Until now, performing the functions of (a) and (b) above as a series of measurement procedures has never been proposed as a photoelectron measurement method, and according to the present invention, the measurement is performed significantly efficiently and There is an effect that it is possible to realize accurate measurement that does not change with time.

[Brief description of drawings]

FIG. 1 is a schematic configuration diagram of the whole measuring apparatus suitable for carrying out the photoelectron measuring method according to the present invention, and FIGS. 2 (a) and 2 (b) are
An explanatory view of the Cs vapor deposition amount measuring method, (c) and (d) of the same figure are explanatory diagrams of the work function measuring method, and (a) and (b) of FIG. 3 show angular dependence and spatial distribution of photoelectron energy distribution.
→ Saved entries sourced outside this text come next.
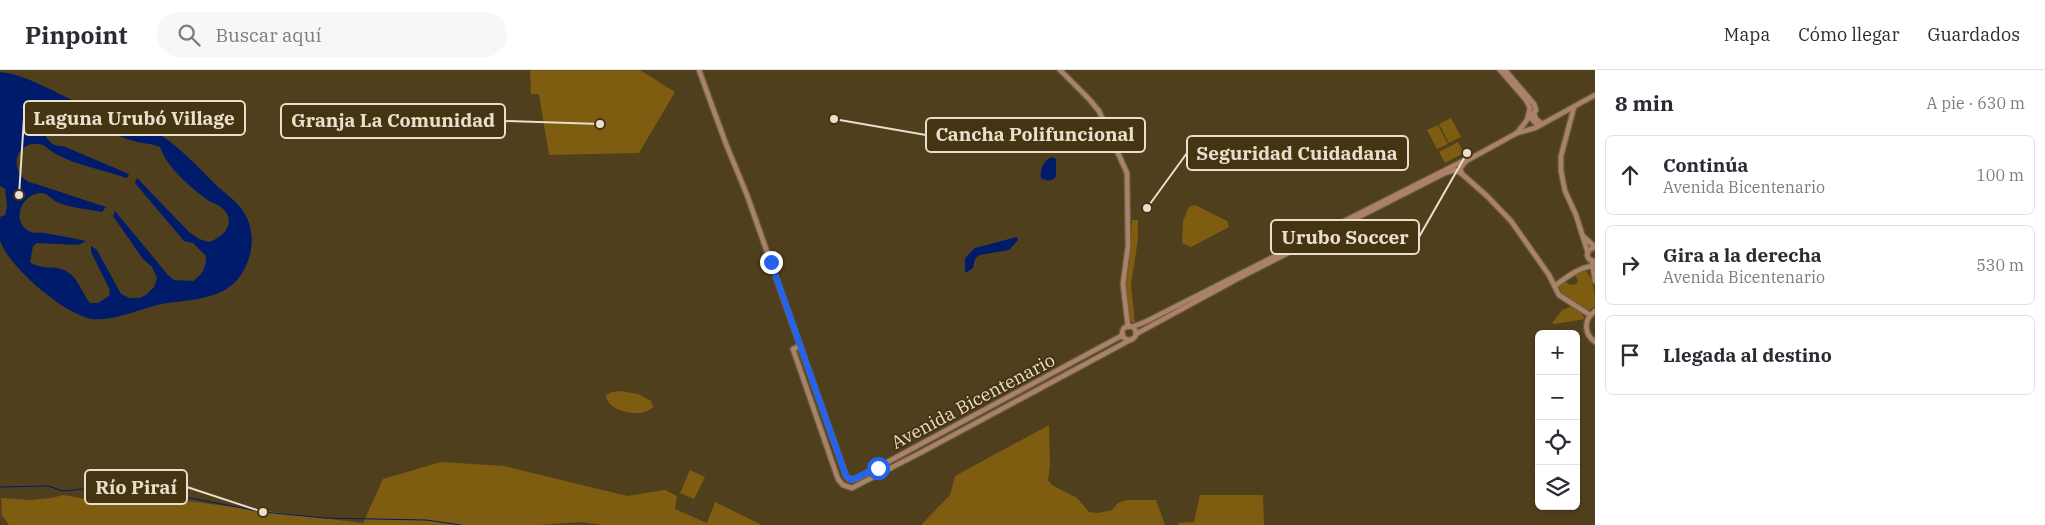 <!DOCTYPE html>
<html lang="es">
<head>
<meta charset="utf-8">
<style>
	body { margin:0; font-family:"IBM Plex Serif",serif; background:#f7f7f7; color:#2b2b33 }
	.controls { position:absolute; right:15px; bottom:15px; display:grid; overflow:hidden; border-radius:8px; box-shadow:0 1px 4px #0004 }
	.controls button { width:45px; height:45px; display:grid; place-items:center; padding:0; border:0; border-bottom:1px solid #e1e1e2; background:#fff; color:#2b2b33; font:25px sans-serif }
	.stop { position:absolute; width:15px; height:15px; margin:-11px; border:4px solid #2563eb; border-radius:50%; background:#fff }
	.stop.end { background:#2563eb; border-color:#fff; box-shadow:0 1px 5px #0008 }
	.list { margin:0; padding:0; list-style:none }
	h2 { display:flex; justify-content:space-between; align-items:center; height:65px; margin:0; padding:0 20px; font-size:21px }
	h2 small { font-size:16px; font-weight:400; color:#7c7c81 }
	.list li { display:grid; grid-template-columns:32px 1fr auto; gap:15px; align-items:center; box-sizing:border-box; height:80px; margin:0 10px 10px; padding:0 10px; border:1px solid #e1e1e2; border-radius:8px }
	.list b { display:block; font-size:19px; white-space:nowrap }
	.list p { margin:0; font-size:16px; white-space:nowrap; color:#7c7c81 }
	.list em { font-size:16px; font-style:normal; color:#7c7c81 }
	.icon { flex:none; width:28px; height:28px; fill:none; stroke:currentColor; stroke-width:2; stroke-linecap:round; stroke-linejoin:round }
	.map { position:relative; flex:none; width:1595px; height:455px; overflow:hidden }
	header { display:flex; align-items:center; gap:30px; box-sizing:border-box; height:70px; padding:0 25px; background:#fff; border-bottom:1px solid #e1e1e2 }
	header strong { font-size:24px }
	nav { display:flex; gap:28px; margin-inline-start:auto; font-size:18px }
	.search { width:350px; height:45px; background:#f7f7f7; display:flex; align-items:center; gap:12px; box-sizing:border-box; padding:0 18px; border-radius:28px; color:#7c7c81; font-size:19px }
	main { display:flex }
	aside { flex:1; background:#fff }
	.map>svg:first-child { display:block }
</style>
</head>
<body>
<header>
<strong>Pinpoint</strong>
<div class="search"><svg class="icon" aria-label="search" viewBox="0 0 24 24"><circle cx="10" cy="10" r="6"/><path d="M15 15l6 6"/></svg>Buscar aquí</div>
<nav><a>Mapa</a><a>Cómo llegar</a><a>Guardados</a></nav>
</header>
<main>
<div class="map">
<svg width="1595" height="455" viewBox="0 0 1595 455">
	<rect width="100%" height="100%" fill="#503f1d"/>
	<!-- green -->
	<g fill="#7e5d11">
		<path d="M530,0h110l35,22 -36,61 -90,2 -10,-61h-8z"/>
		<path d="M1451,48l10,19 -12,6 -10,-19z"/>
		<path d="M1438,55l10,19 -11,5 -10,-19z"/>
		<path d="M1458,72l6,11 -19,10 -6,-11z"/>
		<path d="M1195,135l32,16 2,6 -38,20 -9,-4 1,-22 6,-14z"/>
		<path d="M1132,150h6v19l-7,46 4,38 -5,-2c-2,-17 -9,-40 -1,-56z"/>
		<path d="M1584,200c10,6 11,24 11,36l-6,4 -3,-1c-9,-5 -27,-13 -27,-24l6,-5 3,4 6,1 4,-3 -3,-8z"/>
		<path d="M1570,237l10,4 5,8 -31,5 -2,-1 10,-13z"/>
		<path d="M620,321l18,3 13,7 2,6c-10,12 -47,5 -47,-12l6,-3z"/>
		<path d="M1049,355l1,39 -2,16 4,5 25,13 12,14 9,1 14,-3 6,-7 9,-3h29l9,25h-244l29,-30 5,-19z"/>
		<path d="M441,392l63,4 123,30 38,-6 12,6 -2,13 32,14 8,-21 47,23h-159l-22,-3 -43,3h-529l-7,-10 -1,-17 29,2 22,-2 11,-3 34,6 42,-6 224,28 20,-44z"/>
		<path d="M690,400l15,7 -11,22 -14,-6z"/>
		<path d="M1200,425h63l1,30h-86v-2l16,-1z"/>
	</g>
	<!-- water -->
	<g fill="#001b6a" fill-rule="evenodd">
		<path d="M0,2c28,3 55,21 81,32 22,9 46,12 68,24 26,14 42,32 63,53 8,9 20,16 28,26 18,21 14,53 -3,73 -16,19 -47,20 -70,23 -24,4 -50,18 -74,16 -27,-3 -86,-53 -93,-79 0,-7 0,-16 0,-23l5,-2 2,-9 -2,-17 -5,-3zM65,36c13,4 21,14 33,20 13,7 29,14 44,17 7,1 11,1 18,4 8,22 30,40 49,54 4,2 10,4 13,7 16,14 1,30 -13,34l-10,-3 -10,-7 -52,-54 -2,5 49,58 9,2 13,13c0,12 -3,18 -13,25l-19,-1 -6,-5 -53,-64 -2,5 30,43 9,8 5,11 -3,9 -8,8 -7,3h-9l-9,-4 -24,-44 -6,-4v6l19,38 -1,6 -11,7h-8c-8,-10 -13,-28 -26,-33 -11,-5 -24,0 -34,-8l3,-16 4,-3 41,2 8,-4c-14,-3 -28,-6 -42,-8 -5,-1 -10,1 -15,-2 -18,-10 -8,-37 12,-38 7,0 10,6 16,9 13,6 31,7 45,10l4,-5 -70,-23c-23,-3 -27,-35 -4,-40 12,-2 16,6 24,10 22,12 48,16 71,24l2,-4 -66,-28c-12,1 -16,-7 -21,-16 3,-15 8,-22 23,-24z"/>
		<path d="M1051,87l5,2v17c-3,6 -10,5 -15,2 -2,-8 3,-17 10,-21z"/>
		<path d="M1017,167l1,3 -9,10 -30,5 -4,4 -2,9 -6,4h-2v-14l10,-10z"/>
	</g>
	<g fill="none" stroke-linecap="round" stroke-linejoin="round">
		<!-- stream -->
		<path stroke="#001b6a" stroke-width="1" d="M0,417l48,-1 15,5 51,-5 45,6 104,20 62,6 101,2 35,5"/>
		<!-- secondary casing -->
		<g stroke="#6b5d3f" stroke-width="7">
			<g id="secondary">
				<path d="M699,0l27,74 21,51 87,247 12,34 3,3h7l267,-144"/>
				<path d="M1060,0l29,29 10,12 28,62 1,73 -5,38 5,43"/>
				<path d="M1500,0l26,30 4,8 -3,12 -10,13"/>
				<path d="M1505,0l29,34 2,6 -5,6 1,3 6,7"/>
				<path d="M1574,37l-13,49v15l4,20 11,24 12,38"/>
				<path d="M1534,43l2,6 6,5"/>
				<path d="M1455,100l7,4 25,22 24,25 38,54 10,20 31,20"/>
				<path d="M1462,104l-2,-6 6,-7"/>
				<path d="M1583,166l12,11"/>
				<path d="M1595,177l-6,3 -2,5 2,4 6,3"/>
				<path d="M1592,193l3,18"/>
				<path d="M1556,215c11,-8 22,-17 36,-19"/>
				<path d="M1595,241c-11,8 -12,22 0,31"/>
				<circle cx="1129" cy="263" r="7"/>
				<path d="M1132,257l13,-5 318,-161h3l51,-28 18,-5 60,-33"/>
				<path d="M1136,264l101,-55 208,-106 10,-3"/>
				<path d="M800,276l-7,3 45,130 5,6 9,3 68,-35 210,-113"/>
			</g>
		</g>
		<!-- secondary -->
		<use href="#secondary" stroke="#a98269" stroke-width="4.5"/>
	</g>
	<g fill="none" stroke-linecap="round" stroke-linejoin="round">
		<!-- route -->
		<path stroke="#2563eb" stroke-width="6" d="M771,192l75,214 6,4 27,-14 -1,2"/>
	</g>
	<g text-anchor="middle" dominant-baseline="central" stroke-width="4" stroke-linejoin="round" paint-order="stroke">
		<!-- street labels -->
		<g font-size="18" fill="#e9dfcc" stroke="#453412">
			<text transform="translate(973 331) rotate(-28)">Avenida Bicentenario</text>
		</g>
	</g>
	<!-- callouts -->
	<path fill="none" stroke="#e9dfcc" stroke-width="2" d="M19 125L24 48M600 54L505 51M834 49L926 65M1147 138L1187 83M1467 83L1419 167M263 442L187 417"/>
	<g fill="#e9dfcc" stroke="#453412" stroke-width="2">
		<circle cx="19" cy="125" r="5"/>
		<circle cx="600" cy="54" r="5"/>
		<circle cx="834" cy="49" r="5"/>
		<circle cx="1147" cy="138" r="5"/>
		<circle cx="1467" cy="83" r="5"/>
		<circle cx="263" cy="442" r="5"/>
	</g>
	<g fill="#453412" stroke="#e9dfcc" stroke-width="2">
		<rect x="24" y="31" width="221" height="34" rx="5"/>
		<rect x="281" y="34" width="224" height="34" rx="5"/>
		<rect x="926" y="48" width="219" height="34" rx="5"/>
		<rect x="1187" y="66" width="221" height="34" rx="5"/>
		<rect x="1271" y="150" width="148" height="34" rx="5"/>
		<rect x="85" y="400" width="102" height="34" rx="5"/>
	</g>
	<g font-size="19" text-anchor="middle" font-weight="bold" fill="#e9dfcc">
		<text x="134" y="55">Laguna Urubó Village</text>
		<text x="393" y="57">Granja La Comunidad</text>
		<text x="1035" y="71">Cancha Polifuncional</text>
		<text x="1297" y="90">Seguridad Cuidadana</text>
		<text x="1345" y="174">Urubo Soccer</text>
		<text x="136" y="424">Río Piraí</text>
	</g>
</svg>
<div class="controls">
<button>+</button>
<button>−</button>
<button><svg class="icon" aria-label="locate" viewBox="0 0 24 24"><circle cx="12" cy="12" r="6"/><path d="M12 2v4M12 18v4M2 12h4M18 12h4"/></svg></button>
<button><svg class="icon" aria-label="layers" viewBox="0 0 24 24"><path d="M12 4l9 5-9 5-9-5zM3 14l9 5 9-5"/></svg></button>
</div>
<div class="stop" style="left:878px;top:398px"></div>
<div class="stop end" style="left:771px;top:192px"></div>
</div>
<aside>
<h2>8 min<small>A pie · 630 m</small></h2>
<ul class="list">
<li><svg class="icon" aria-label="ahead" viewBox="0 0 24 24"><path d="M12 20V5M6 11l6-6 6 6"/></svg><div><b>Continúa</b><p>Avenida Bicentenario</p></div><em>100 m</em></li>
<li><svg class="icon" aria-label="right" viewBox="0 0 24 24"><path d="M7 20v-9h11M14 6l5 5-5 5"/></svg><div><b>Gira a la derecha</b><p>Avenida Bicentenario</p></div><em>530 m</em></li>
<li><svg class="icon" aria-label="arrive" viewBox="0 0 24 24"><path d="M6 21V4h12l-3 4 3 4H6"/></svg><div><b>Llegada al destino</b></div></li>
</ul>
</aside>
</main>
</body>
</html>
It is explanatory drawing of a measuring method. 1 ... Ultra high vacuum container, 2 ... Electron source (GaAs single crystal), 3
... Tungsten thin plate, 4 ... Cesium (Cs) vapor deposition source,
5 ... Kelvin probe, 6 ... Faraday cup, 7
...... Spherical anode, 8 ... Spherical grid, 9 ... Incoming light.

 ─────────────────────────────────────────────────── ─── Continuation of the front page (56) References JP-A-52-77792 (JP, A) JP-A-57-161643 (JP, A) JP-B-51-44434 (JP, B1)

Claims (1)

[Claims] 1. A tungsten thin plate is irradiated with an alkali atom in a vacuum container, and the irradiation amount is measured by measuring an ion current of the irradiated alkali atom, and a photoelectron source arranged close to the tungsten thin plate. Measure the irradiation time while attaching alkali atoms to the
Determining the adhesion amount based on the measurement result of the irradiation amount,
Calibrating the work function of the Kelvin probe by cleaning the tungsten thin plate, measuring the work function of the photoelectron source based on the calibration result of the work function of the Kelvin probe, irradiating the photoelectron source with light, The angular dependence of spin-polarized photoelectrons generated by the photoelectron source in response to light irradiation is measured by a Faraday cup, and the spatial distribution of spin-polarized photoelectrons generated by the photoelectron source in response to the light irradiation. Is measured with a spherical anode and a grid.